George Marshall’s leadership
The Army’s definition of leadership is “the process of influencing people by providing purpose, direction and motivation while operating to accomplish the mission and improving the organization.” An army leader is anyone who inspires and influences people to accomplish their goals. Leaders motivate people both inside and outside the army to help them pursue their goals, focus thinking, and shape decisions for the better of the army. The united states history is full of great army leader that inspired and continue to inspire us not only by their ability to succeed and accomplish mission but also by their exemplary leadership skills that we can all learn from. George Catlett Marshall is one the best and distinguished leader among them.
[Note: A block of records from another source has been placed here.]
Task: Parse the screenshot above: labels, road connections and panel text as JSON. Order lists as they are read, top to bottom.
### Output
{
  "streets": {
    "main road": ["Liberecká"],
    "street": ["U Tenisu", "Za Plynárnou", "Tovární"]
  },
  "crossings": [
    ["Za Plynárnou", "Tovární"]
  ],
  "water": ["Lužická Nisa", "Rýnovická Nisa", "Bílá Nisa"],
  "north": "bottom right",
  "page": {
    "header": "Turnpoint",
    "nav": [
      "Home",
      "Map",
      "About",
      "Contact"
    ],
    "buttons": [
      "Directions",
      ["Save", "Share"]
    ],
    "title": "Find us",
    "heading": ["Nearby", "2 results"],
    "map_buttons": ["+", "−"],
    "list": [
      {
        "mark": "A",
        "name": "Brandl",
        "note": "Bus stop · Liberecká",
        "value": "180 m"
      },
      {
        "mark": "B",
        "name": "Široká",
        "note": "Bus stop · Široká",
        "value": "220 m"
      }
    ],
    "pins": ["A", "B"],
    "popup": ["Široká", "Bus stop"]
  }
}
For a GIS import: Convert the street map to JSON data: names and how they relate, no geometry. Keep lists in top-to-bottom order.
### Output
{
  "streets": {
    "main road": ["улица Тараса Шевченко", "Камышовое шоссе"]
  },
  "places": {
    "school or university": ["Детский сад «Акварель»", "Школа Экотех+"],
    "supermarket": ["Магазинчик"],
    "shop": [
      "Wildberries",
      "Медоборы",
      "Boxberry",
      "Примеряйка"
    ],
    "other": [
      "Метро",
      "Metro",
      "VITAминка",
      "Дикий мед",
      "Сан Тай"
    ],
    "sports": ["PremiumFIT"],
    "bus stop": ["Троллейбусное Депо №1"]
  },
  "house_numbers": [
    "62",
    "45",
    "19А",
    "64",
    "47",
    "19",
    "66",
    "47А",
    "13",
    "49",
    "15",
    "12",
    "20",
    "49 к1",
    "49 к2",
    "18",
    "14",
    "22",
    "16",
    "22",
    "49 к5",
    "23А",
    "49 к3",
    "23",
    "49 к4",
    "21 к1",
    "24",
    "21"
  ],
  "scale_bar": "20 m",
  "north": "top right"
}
George Marshall was an American statesman and soldier who served as the Chief of Staff of the United States Army under two US Presidents. During his long and illustrious career, he also served as Secretary of State, and then Secretary of Defense, under President Harry S. Truman. As an army man, he gained much fame for his leadership skills during the World War II during which he built and directed the largest army in history and was hailed as one of the military heroes in the Allied victory in World War II by Winston Churchill, the British Prime Minister. A patriotic soul from the very beginning, he decided early on to join the army and enrolled at the Virginia Military Institute. Following his graduation as a senior first captain of the Corps of Cadets, he served in several posts in the Philippines and the United States. During the World War I, he planned the first American attack and victory of the war at Cantigny and played a major role in the planning and coordination of the Meuse-Argonne Offensive. Eventually he became the Chief of Staff and organized the largest military expansion in U.S. history during the World War II. After the war, he was made Secretary of State. As Secretary of State from 1947 to 1949, Marshall received credit for the Marshal Plan for Europe’s post-war rebuilding. He will later be honored with the Nobel Peace Prize in 1953.